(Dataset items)
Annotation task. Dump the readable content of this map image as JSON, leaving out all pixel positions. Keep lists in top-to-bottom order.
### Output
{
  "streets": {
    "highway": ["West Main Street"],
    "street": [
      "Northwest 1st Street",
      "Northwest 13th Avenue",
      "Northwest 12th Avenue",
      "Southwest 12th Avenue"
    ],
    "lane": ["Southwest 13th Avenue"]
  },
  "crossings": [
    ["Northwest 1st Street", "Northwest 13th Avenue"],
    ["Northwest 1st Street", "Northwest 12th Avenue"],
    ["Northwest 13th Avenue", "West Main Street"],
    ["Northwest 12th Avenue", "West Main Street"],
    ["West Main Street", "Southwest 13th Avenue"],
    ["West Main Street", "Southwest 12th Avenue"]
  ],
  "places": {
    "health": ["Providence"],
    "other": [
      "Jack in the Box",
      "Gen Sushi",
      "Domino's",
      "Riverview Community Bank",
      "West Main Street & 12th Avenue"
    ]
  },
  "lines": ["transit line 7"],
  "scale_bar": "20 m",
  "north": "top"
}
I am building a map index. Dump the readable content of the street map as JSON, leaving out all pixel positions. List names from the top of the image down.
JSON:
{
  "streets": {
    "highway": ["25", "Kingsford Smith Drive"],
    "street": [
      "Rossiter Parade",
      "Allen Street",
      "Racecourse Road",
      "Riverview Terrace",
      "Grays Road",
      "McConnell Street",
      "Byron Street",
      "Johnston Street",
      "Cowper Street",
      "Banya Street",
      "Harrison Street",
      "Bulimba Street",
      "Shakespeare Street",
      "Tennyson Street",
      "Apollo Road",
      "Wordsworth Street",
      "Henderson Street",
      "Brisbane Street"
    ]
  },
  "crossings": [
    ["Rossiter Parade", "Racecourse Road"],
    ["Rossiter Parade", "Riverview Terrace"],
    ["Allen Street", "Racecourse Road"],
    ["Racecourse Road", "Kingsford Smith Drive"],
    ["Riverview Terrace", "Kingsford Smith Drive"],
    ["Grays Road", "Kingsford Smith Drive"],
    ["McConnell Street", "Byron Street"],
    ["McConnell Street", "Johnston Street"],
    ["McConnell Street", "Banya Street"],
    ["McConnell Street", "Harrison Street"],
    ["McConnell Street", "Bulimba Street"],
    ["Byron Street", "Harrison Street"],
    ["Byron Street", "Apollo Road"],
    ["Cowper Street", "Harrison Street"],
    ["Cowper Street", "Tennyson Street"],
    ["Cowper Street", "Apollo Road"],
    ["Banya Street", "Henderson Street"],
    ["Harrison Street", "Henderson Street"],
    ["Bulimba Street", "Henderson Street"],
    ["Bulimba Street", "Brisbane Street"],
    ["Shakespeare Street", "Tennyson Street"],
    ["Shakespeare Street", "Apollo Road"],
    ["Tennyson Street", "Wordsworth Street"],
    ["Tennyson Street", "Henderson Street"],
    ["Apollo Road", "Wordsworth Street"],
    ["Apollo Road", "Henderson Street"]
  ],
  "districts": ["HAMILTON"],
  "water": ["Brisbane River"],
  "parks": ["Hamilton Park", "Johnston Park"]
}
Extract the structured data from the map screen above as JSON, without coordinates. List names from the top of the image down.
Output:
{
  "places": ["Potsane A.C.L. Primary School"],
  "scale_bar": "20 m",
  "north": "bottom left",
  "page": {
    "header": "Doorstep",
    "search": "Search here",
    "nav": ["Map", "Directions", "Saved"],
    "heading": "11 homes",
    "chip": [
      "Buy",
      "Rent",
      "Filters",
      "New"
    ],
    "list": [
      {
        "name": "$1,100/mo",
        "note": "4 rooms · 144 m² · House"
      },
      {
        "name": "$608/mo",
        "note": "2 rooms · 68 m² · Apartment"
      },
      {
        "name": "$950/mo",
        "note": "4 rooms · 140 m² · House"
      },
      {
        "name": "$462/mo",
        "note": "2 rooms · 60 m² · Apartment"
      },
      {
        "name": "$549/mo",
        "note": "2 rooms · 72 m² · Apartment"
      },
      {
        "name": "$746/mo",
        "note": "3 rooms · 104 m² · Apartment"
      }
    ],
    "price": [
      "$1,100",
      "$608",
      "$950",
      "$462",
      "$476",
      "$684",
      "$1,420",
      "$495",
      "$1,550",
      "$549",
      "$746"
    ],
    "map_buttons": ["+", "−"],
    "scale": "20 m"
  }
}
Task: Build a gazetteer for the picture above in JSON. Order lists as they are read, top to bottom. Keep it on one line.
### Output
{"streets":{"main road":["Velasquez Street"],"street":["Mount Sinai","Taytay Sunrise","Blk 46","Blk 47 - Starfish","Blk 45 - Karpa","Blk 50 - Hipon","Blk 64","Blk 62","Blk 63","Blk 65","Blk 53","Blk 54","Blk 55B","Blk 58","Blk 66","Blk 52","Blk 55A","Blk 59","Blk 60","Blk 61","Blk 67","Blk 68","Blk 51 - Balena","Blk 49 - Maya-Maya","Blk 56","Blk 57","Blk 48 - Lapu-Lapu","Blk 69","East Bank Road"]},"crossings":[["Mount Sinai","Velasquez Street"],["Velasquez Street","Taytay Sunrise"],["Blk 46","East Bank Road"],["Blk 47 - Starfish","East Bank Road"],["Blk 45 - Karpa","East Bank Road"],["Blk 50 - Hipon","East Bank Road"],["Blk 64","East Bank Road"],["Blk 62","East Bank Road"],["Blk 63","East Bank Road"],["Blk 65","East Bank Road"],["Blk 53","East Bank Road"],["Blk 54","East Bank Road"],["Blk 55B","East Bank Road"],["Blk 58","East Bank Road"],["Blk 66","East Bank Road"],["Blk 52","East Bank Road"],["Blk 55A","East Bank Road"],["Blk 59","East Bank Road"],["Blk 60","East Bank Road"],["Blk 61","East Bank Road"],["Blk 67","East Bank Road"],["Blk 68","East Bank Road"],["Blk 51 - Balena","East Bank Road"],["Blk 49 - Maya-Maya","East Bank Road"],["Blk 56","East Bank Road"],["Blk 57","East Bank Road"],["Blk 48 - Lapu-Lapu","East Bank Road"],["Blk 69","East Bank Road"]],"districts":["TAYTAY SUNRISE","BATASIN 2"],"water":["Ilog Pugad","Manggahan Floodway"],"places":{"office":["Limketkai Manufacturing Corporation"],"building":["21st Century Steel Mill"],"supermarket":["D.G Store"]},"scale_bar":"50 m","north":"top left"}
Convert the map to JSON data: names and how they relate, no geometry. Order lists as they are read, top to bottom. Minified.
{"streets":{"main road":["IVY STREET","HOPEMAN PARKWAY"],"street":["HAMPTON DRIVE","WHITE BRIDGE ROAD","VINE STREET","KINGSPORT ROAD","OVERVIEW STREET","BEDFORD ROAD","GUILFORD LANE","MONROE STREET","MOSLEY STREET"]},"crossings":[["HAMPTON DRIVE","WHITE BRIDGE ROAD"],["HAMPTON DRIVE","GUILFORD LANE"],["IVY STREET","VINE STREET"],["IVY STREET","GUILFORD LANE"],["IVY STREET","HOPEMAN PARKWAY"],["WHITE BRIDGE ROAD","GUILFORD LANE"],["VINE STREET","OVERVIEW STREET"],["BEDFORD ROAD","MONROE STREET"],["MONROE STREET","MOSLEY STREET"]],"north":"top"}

TASK: What is needed is a word-for-word restatement of every line from the one with "Convert the map" to the end of the entries above.

OUTPUT OF THE TASK:
Convert the map to JSON data: names and how they relate, no geometry. Order lists as they are read, top to bottom. Minified.
{"streets":{"main road":["IVY STREET","HOPEMAN PARKWAY"],"street":["HAMPTON DRIVE","WHITE BRIDGE ROAD","VINE STREET","KINGSPORT ROAD","OVERVIEW STREET","BEDFORD ROAD","GUILFORD LANE","MONROE STREET","MOSLEY STREET"]},"crossings":[["HAMPTON DRIVE","WHITE BRIDGE ROAD"],["HAMPTON DRIVE","GUILFORD LANE"],["IVY STREET","VINE STREET"],["IVY STREET","GUILFORD LANE"],["IVY STREET","HOPEMAN PARKWAY"],["WHITE BRIDGE ROAD","GUILFORD LANE"],["VINE STREET","OVERVIEW STREET"],["BEDFORD ROAD","MONROE STREET"],["MONROE STREET","MOSLEY STREET"]],"north":"top"}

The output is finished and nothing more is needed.